Compare it to “Aberfan”, an episode of the third series which proved particularly damning for the late queen. Following the 1966 mining disaster that killed 116 children, the Queen (then played by Olivia Colman) was unmoved and reluctant to visit the Welsh village. In fact, the Queen said waiting eight days to visit was one of the biggest regrets of her reign, but The crown did not refrain from portraying her as cold and reckless.
That coldness pops up occasionally in series five – when she orders the Prime Minister to pay for repairs to the royal yacht Britannia, when she tries to deny Princess Anne’s second marriage – but it’s largely very easy to drive. Her sense of duty to her country and her role as monarch, so often praised after her death, underline every scene of Imelda Staunton.
The crown exists as entertainment, but an accidental byproduct was its humanization of the royal family, encouraging us to see them as flawed people with emotions and inner lives beyond their status. Accurate or not, it offers an alternate, more personal narrative than that provided to us by the press and its PR machine (which features prominently throughout series five).
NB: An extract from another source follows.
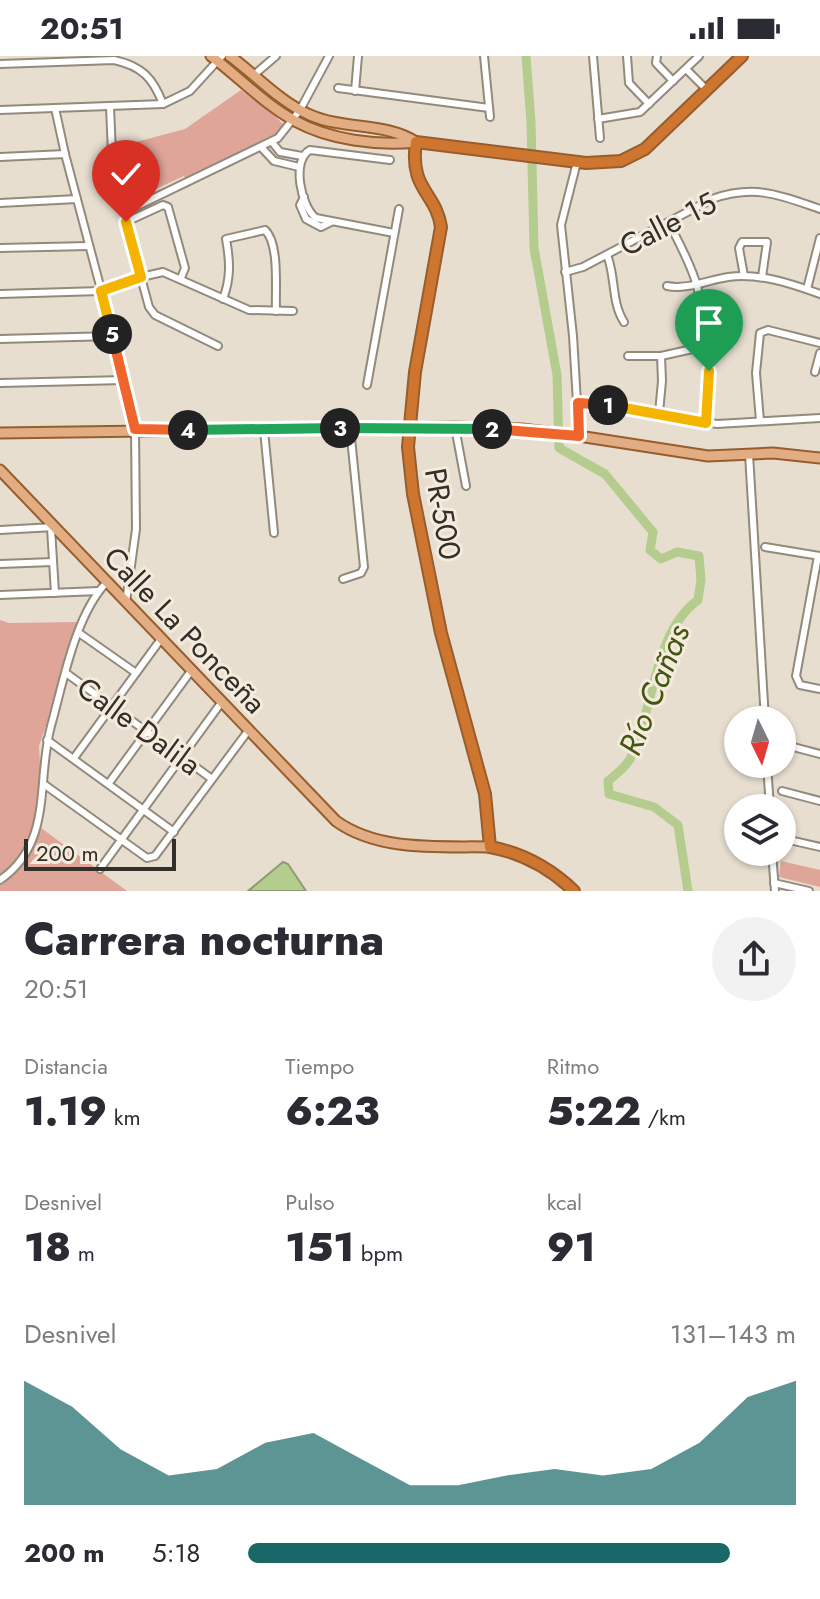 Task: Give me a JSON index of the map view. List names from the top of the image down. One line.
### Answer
{"streets":{"highway":["PR-500"],"main road":["Calle La Ponceña"],"street":["Calle 15","Calle Dalila"]},"crossings":[["PR-500","Calle La Ponceña"]],"water":["Río Cañas"],"scale_bar":"200 m","north":"bottom","page":{"status":"20:51","pins":["5","1","3","2","4"],"scale":"200 m","heading":["Carrera nocturna","20:51"],"stats":[["Distancia","1.19 km"],["Tiempo","6:23"],["Ritmo","5:22 /km"],["Desnivel","18 m"],["Pulso","151 bpm"],["kcal","91"]],"chart":["Desnivel","131–143 m"],"list":[{"name":"200 m","note":"5:18"}]}}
When Queen Elizabeth II was crowned in the 1950s, public opinion of the royal family was largely positive; The crownThe outlook for their personal life, however, was tumultuous. In the 90s, we questioned the relevance of the dusty old institution and wondered why it was up to us to pay for their lavish lifestyle; The crown portrays them as victims of a system they never asked to be part of.
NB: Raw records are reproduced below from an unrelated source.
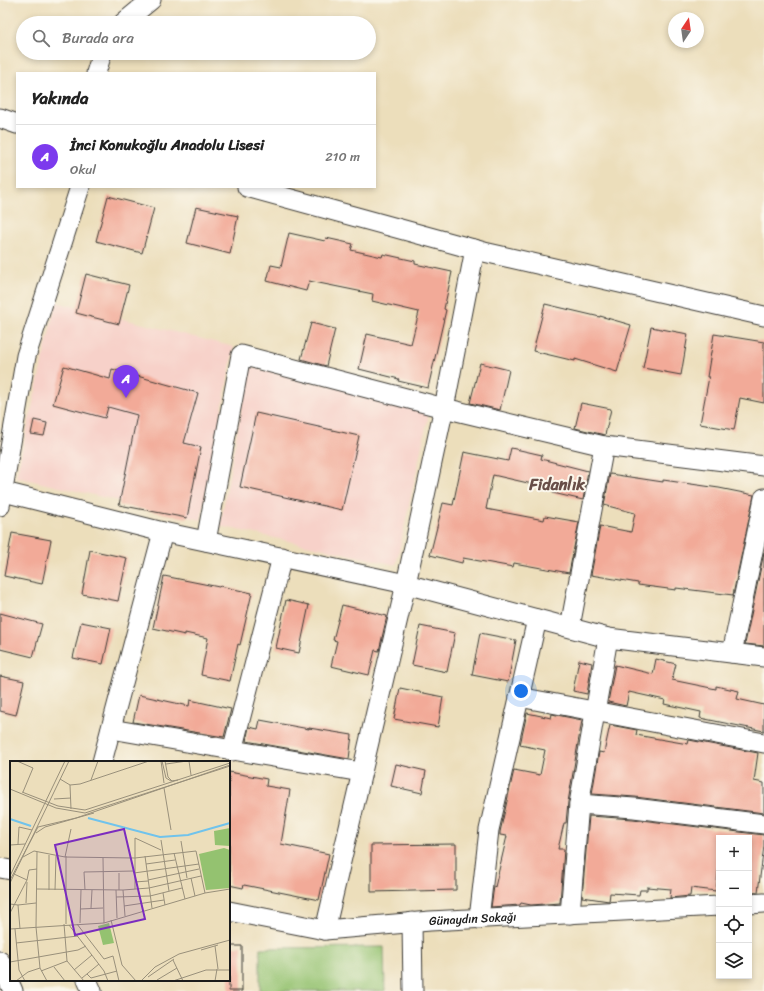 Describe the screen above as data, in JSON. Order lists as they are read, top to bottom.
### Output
{
  "streets": {
    "street": ["Günaydın Sokağı"]
  },
  "districts": ["Fidanlık"],
  "north": "top",
  "page": {
    "search": "Burada ara",
    "heading": "Yakında",
    "list": [
      {
        "mark": "A",
        "name": "İnci Konukoğlu Anadolu Lisesi",
        "note": "Okul",
        "value": "210 m"
      }
    ],
    "pins": "A",
    "map_buttons": ["+", "−"]
  }
}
There is one exception. Charles is particularly ambitious this time around, courting both Major and Tony Blair and surreptitiously convincing them that he would make a better monarch than his mother. He is also oddly insensitive when it comes to Diana, more exasperated and indifferent than angry or upset. But now that he’s finally king, it’s hard to say how much it all matters.
The anguish we have about The crown damaging the reputation of the royal family is more sensationalized than anything the series could produce. Footage from the set of series six showing a recreation of the accident that killed Princess Diana is already causing outrage among family advocates. How or why Morgan included such stories is apparently irrelevant, mere acknowledgment of them is enough to warrant cries of “cruelty”.
But the royal family isn’t — or at least shouldn’t be — beyond reproach. They are held accountable by very few, leaving popular culture to intervene. Their story is our story, and Morgan has the right to interpret it however he wishes, nice or not.